The war at sea, especially in the Atlantic, was just beginning to take its
terrible toll on our Merchant shipping and it was on the 5th November 1940,
whilst serving on the SS Castilian that Angus witnessed at first hand, the
battle between the German ‘pocket battleship’ Admiral Scheer and the Jervis Bay.
The Jervis Bay, originally a passenger ship, formerly owned by the Aberdeen and
Commonwealth Line, had been taken over by the Admiralty in August 1939. They
armed her decks with 6” guns and she flew the White Ensign, her roll being that
of ocean escort for Atlantic convoys. At the beginning of November 1940 the
Jervis Bay had left Halifax, Nova Scotia as the sole escort of Convoy HX 84,
when, on the 5th November she was suddenly confronted by the Admiral Scheer.
The Captain Fegen of the Jervis Bay decided he would take on the German
battleship, but realising he would be hopelessly outgunned, he ordered the rest
of the convoy to scatter. As the Jervis Bay went towards the Admiral Scheer with
all guns blazing, she started to be hit by the 11” guns of the German ship and
soon the bridge along with the gunnery control centre were out of action. Captain
Fegen lost an arm and shortly afterwards was killed by another shell.
Although the battle had lasted only a short time, the Jervis Bay was ablaze and
with no guns, the crew were ordered to abandoned ship. Only 65 men were picked
up, out of an original total of 255. It is believed another armed freighter, the
Beaverford, took up the fight and held the Admiral Scheer for a further few
hours, but late in the evening she to was sunk with the loss of all hands.
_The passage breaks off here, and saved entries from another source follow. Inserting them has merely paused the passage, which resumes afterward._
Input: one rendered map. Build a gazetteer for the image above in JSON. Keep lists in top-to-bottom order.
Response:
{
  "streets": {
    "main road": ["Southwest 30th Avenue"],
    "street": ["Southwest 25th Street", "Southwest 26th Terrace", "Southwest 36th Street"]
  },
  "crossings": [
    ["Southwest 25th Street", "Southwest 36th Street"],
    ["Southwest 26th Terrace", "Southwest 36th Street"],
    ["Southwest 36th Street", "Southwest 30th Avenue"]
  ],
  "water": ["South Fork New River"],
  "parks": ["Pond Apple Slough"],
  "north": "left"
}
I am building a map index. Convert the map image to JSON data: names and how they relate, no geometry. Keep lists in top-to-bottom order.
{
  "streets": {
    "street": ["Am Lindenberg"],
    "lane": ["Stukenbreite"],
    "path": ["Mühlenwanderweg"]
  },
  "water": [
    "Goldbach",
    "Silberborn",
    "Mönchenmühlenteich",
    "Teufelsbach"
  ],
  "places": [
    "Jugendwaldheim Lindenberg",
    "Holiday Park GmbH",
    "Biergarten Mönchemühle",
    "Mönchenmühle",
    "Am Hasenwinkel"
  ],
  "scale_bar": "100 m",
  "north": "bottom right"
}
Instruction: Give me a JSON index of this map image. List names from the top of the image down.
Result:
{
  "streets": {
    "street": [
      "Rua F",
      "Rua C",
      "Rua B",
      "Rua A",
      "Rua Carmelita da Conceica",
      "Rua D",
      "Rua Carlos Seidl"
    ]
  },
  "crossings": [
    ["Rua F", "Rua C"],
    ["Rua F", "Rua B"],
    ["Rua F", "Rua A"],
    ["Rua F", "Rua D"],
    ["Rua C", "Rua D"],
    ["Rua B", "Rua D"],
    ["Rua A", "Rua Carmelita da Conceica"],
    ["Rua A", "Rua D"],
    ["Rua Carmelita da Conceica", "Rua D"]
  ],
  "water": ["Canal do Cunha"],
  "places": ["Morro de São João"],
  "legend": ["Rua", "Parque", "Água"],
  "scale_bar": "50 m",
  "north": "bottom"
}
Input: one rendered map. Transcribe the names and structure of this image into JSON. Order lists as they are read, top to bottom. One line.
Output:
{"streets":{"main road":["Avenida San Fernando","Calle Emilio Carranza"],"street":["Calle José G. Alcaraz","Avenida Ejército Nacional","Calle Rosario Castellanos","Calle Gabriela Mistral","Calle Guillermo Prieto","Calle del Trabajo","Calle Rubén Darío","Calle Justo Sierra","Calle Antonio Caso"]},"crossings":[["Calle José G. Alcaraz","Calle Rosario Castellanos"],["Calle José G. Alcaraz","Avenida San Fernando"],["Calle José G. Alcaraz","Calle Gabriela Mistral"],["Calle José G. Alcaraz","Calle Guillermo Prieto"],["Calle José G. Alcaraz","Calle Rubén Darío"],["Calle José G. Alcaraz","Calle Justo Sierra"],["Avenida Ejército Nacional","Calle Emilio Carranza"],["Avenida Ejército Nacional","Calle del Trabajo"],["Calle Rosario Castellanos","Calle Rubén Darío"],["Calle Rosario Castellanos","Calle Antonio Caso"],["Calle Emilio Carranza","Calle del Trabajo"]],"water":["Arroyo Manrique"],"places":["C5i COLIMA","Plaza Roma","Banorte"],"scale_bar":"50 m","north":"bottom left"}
The German ship succeeded in sinking only five freighters in the time before
darkness fell, this being mainly due to the actions of the two armed ships who
faced the Admiral Scheer. (Excerpt from ‘Fighting Ships of World War II by
The SS Castilian did as she had been ordered by the Captain of the Jervis Bay,
and arrived safely back in Great Britain on or before the 25th November 1940. At
this time I was six years of age and attending Port Elphinstone Infant School. I
returned home from school one afternoon to find my brother Angus sitting in my
fathers chair, still in his uniform, speaking to my mother and father. Why, I
have no idea, but I threw down my school bag and dived under the chair where
Angus was sitting and remained there for some considerable time, still hearing Angus’s voice relating his experiences.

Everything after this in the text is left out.